4 Machine Design Jobs in Hyderabad / Secunderabad

Job Title: Mechanical Design Engineer
Department: Engineering & Product Development
Location: Adibatla, Hyderabad

Job Summary:

BioGenex is seeking a skilled and innovative Mechanical Design Engineer to join our dynamic team. The ideal candidate will be responsible for the design, development, and optimization of electro-mechanical equipment and devices, ensuring compliance with industry standards and regulatory requirements. This role requires expertise in PTC Creo, Finite Element Analysis (FEA), and Design for Manufacturing & Assembly (DFM/DFA) methodologies.

Key Responsibilities:

• Machine Design & Development: Lead the design and development of electromechanical systems and devices.
• Concept & Prototyping: Conceptualize innovative designs, generate prototypes, and evaluate performance.
• Assembly & Testing: Oversee the assembly and testing of prototypes, ensuring functional reliability.
• Project Quality & Documentation: Ensure quality of project deliverables, maintain detailed documentation.
• PTC Creo Expertise: Create 3D models, detailed drawings, and assemblies using PTC Creo must.
• Component Specification: Prepare independent specification sheets for bought-out components.
• Cross-Functional Collaboration: Work with manufacturing, assembly, and cross-functional teams for seamless product integration.
• Task Prioritization: Self-initiate, prioritize, and direct tasks to achieve project milestones.
• Failure Analysis & CAPA: Conduct Root Cause Analysis (RCA) and implement Corrective and Preventive Actions (CAPA).
• FEA & Tolerance Analysis: Perform Finite Element Analysis (FEA) and tolerance stack-up analysis.
• Cost Optimization: Implement Value Analysis & Value Engineering (VAVE) strategies for cost reduction.
• Manufacturing Process Optimization: Apply Design for Manufacturing (DFM) and Design for Assembly (DFA) methodologies.
• Process Improvements: Develop and implement enhancements in production and assembly processes.
• Validation & Reliability Engineering: Support product validation, testing, and reliability engineering activities.
• Technical Documentation: Prepare and manage technical documentation, including Geometric Dimensioning & Tolerancing (GD&T).
• Vendor & Supplier Coordination: Collaborate with suppliers and vendors for part manufacturing.
• Regulatory Compliance: Ensure compliance with ASME, ISO, FDA, ISO 13485, 21 CFR Part 820, EU MDR, and related standards.
• New Product Development (NPD) & Sustaining Engineering: Handle all NPD & sustaining tasks, releasing drawings and documents through Engineering Change Orders (ECOs).
• Risk Management & Design Controls: Apply principles of Design Controls, Risk Management (ISO 14971), and ISO 13485 in engineering processes.
• Product Documentation: Develop and maintain Design History Files (DHF) and Device Master Records (DMR).

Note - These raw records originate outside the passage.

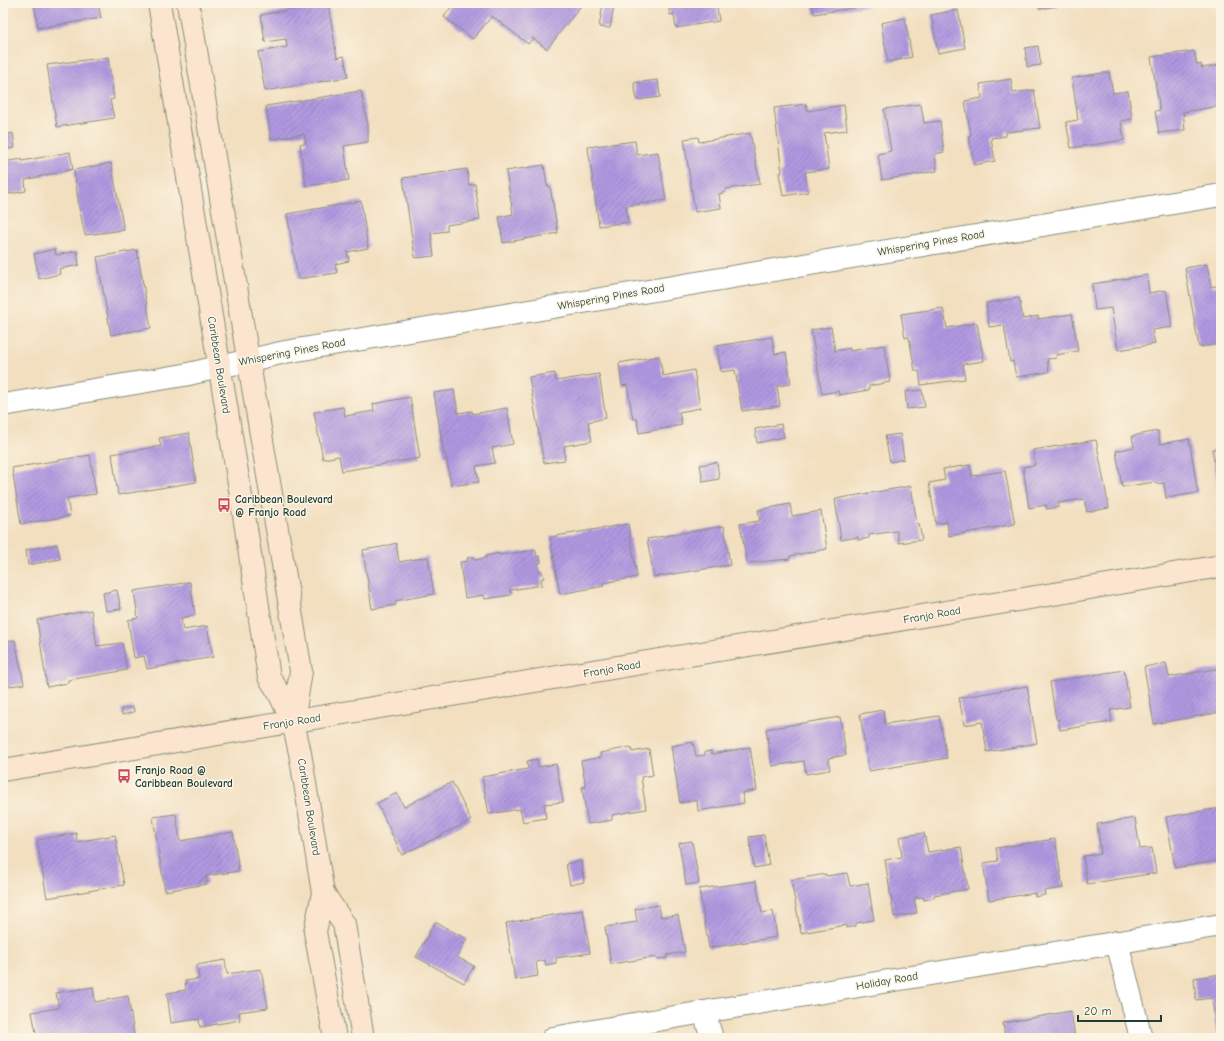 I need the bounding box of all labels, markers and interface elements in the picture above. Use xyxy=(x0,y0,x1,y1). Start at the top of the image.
street label: Whispering Pines Road xyxy=(876,227,986,259)
street label: Whispering Pines Road xyxy=(556,281,666,313)
street label: Caribbean Boulevard xyxy=(205,316,233,415)
street label: Whispering Pines Road xyxy=(237,335,347,369)
place label: Caribbean Boulevard @ Franjo Road xyxy=(235,493,333,519)
bus stop icon: Caribbean Boulevard @ Franjo Road xyxy=(216,497,232,513)
street label: Franjo Road xyxy=(902,604,962,626)
street label: Franjo Road xyxy=(582,658,642,680)
street label: Franjo Road xyxy=(262,711,322,733)
street label: Caribbean Boulevard xyxy=(295,758,323,857)
place label: Franjo Road @ Caribbean Boulevard xyxy=(135,764,233,790)
bus stop icon: Franjo Road @ Caribbean Boulevard xyxy=(116,768,132,784)
street label: Holiday Road xyxy=(855,969,919,993)
scale bar xyxy=(1078,997,1161,1023)
text: 20 m xyxy=(1084,1004,1112,1018)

Education & Qualifications:

• Required: B.E/B. Tech/M.E/ M.Tech/ MS in Mechanical Engineering.

Experience & Skills:

• 3-5 years of experience in mechanical design, electromechanical systems, or related fields.
• Strong knowledge of PTC Creo for 3D modelling, assemblies, and technical drawings.
• Hands-on experience in FEA, tolerance analysis, DFM/DFA, and VAVE.
• Expertise in risk management, failure analysis, and quality improvement methodologies.
• Working knowledge of ISO 13485, 21 CFR Part 820, EU MDR, and ASME standards.
• Ability to work in a cross-functional environment, collaborating with engineering, manufacturing, and quality teams.
• Strong analytical, problem-solving, and project management skills.
• Excellent communication and documentation skills.

Why Join BioGenex?

• Work on cutting-edge technologies in molecular pathology systems.
• Be part of a highly skilled team driving innovation in medical device engineering.
• Opportunities for professional growth and skill development.